* _Your goal_
Return, without anything added, the lines from the one containing "Convert the picture" through the end of the entries below, exactly as written.

Supplied entries START

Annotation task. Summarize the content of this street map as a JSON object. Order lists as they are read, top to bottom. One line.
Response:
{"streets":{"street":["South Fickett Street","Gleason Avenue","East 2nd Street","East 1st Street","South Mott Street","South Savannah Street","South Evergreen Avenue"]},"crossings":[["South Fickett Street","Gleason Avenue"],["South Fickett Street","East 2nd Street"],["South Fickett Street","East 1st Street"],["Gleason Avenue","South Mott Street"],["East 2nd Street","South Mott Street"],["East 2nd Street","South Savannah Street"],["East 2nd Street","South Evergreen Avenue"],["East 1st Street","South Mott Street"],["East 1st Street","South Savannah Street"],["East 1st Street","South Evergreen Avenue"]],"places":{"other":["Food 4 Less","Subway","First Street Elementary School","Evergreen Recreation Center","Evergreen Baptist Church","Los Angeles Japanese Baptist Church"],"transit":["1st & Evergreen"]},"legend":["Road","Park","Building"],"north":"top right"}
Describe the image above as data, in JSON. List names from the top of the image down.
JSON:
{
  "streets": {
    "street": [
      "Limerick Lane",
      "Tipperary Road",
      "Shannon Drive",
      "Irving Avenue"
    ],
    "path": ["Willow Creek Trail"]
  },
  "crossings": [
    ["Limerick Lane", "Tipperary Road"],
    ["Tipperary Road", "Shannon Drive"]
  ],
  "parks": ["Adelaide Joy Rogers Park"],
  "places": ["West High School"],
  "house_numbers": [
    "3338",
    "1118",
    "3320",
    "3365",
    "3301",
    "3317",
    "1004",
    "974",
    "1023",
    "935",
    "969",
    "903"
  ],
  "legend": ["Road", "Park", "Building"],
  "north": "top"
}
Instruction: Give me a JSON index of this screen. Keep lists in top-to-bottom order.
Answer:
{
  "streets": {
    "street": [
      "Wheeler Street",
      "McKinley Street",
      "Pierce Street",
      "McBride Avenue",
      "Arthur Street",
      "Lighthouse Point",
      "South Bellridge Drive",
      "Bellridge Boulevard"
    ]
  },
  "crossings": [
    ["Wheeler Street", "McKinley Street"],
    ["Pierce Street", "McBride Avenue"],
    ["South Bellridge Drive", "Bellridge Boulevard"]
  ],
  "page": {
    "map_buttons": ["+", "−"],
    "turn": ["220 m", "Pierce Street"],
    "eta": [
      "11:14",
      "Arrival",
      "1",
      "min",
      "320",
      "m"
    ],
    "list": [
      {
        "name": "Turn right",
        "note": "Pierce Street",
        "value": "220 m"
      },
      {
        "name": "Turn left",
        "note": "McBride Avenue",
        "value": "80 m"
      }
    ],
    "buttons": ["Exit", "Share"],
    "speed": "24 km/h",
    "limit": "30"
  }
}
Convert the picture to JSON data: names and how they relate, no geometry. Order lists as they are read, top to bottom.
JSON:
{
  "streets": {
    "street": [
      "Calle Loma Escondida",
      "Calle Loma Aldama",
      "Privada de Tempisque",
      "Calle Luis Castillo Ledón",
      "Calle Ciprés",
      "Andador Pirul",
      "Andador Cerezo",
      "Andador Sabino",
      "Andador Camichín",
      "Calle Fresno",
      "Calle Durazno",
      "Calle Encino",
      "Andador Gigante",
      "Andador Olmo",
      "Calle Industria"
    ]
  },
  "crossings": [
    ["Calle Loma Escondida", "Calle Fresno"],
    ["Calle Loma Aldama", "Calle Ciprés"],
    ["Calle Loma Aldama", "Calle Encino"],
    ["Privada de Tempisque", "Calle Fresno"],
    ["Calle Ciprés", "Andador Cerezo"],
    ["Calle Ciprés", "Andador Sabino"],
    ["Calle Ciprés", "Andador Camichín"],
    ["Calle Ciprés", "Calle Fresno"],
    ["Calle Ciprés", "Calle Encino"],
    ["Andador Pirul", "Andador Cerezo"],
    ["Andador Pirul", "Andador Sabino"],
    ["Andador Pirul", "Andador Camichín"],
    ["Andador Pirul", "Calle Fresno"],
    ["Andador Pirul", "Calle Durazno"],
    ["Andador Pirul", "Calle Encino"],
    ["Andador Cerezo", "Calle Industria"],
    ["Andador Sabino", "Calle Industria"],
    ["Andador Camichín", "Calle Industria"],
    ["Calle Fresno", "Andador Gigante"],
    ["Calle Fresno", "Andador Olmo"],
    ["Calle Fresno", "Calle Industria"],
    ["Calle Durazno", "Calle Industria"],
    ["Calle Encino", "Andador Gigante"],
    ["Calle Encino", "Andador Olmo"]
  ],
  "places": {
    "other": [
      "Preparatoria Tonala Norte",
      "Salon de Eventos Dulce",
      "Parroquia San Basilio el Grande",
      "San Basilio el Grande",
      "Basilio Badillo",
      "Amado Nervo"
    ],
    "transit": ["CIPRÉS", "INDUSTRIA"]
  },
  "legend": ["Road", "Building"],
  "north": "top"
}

Supplied entries END

* _Written reply_
Convert the picture to JSON data: names and how they relate, no geometry. Order lists as they are read, top to bottom.
JSON:
{
  "streets": {
    "street": [
      "Calle Loma Escondida",
      "Calle Loma Aldama",
      "Privada de Tempisque",
      "Calle Luis Castillo Ledón",
      "Calle Ciprés",
      "Andador Pirul",
      "Andador Cerezo",
      "Andador Sabino",
      "Andador Camichín",
      "Calle Fresno",
      "Calle Durazno",
      "Calle Encino",
      "Andador Gigante",
      "Andador Olmo",
      "Calle Industria"
    ]
  },
  "crossings": [
    ["Calle Loma Escondida", "Calle Fresno"],
    ["Calle Loma Aldama", "Calle Ciprés"],
    ["Calle Loma Aldama", "Calle Encino"],
    ["Privada de Tempisque", "Calle Fresno"],
    ["Calle Ciprés", "Andador Cerezo"],
    ["Calle Ciprés", "Andador Sabino"],
    ["Calle Ciprés", "Andador Camichín"],
    ["Calle Ciprés", "Calle Fresno"],
    ["Calle Ciprés", "Calle Encino"],
    ["Andador Pirul", "Andador Cerezo"],
    ["Andador Pirul", "Andador Sabino"],
    ["Andador Pirul", "Andador Camichín"],
    ["Andador Pirul", "Calle Fresno"],
    ["Andador Pirul", "Calle Durazno"],
    ["Andador Pirul", "Calle Encino"],
    ["Andador Cerezo", "Calle Industria"],
    ["Andador Sabino", "Calle Industria"],
    ["Andador Camichín", "Calle Industria"],
    ["Calle Fresno", "Andador Gigante"],
    ["Calle Fresno", "Andador Olmo"],
    ["Calle Fresno", "Calle Industria"],
    ["Calle Durazno", "Calle Industria"],
    ["Calle Encino", "Andador Gigante"],
    ["Calle Encino", "Andador Olmo"]
  ],
  "places": {
    "other": [
      "Preparatoria Tonala Norte",
      "Salon de Eventos Dulce",
      "Parroquia San Basilio el Grande",
      "San Basilio el Grande",
      "Basilio Badillo",
      "Amado Nervo"
    ],
    "transit": ["CIPRÉS", "INDUSTRIA"]
  },
  "legend": ["Road", "Building"],
  "north": "top"
}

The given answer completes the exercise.